:: Dataset records ::

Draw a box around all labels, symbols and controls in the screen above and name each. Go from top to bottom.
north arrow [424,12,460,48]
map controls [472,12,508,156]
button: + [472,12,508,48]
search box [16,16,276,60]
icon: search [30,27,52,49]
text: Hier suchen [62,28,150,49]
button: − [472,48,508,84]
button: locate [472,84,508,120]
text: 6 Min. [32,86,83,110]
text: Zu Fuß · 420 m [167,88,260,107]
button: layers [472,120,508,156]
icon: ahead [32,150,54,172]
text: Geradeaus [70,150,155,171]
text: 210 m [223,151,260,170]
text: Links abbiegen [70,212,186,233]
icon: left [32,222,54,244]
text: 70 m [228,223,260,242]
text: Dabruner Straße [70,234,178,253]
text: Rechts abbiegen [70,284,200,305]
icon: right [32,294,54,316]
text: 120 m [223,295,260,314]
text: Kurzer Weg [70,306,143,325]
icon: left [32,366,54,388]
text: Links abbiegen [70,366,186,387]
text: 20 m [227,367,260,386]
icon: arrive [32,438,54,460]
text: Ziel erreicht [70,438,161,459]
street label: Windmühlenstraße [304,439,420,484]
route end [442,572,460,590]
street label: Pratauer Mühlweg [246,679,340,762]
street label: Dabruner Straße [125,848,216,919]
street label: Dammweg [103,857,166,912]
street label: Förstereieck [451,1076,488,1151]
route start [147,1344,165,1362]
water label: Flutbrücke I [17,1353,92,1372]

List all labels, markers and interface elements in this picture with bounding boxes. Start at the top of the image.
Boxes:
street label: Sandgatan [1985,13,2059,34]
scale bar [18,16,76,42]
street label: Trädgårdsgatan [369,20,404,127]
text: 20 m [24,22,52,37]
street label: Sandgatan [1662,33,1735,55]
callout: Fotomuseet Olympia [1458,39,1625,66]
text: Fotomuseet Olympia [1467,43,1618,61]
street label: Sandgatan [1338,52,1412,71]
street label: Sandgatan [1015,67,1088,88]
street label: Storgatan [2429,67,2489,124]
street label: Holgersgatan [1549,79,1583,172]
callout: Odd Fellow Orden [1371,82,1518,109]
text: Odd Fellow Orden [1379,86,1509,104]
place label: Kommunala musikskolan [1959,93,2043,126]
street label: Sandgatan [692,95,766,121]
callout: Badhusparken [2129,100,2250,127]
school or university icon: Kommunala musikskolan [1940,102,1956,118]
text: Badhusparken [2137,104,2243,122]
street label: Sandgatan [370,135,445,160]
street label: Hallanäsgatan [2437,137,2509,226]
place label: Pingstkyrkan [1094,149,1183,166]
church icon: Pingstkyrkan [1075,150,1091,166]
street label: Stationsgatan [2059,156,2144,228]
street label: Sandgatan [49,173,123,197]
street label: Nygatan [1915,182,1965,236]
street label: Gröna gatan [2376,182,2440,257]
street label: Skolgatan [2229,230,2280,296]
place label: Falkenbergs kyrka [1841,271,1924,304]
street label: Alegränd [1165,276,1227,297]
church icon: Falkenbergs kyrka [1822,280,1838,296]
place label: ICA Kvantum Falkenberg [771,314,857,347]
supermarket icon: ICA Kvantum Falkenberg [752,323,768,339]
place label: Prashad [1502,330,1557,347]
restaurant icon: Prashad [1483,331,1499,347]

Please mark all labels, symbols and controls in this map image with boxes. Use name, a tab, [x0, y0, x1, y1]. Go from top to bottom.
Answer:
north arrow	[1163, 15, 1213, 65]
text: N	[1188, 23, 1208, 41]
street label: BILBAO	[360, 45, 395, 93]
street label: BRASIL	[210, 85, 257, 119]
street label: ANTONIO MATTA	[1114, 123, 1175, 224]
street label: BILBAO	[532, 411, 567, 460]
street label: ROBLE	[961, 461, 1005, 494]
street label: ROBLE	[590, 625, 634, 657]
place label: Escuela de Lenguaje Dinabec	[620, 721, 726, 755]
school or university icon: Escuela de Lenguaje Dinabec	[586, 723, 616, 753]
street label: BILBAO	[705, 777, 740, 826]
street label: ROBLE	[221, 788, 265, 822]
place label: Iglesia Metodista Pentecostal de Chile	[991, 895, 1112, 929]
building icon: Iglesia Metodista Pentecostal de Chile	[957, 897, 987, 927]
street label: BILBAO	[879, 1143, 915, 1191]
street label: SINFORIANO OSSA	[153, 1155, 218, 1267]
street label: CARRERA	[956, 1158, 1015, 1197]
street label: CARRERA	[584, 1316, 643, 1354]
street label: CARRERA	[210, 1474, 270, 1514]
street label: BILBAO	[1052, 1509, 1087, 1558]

:::

- [Work required]
The expected answer is a copy of each line in the listing above that contains "Prashad".

- [Written solution]
place label: Prashad [1502,330,1557,347]
restaurant icon: Prashad [1483,331,1499,347]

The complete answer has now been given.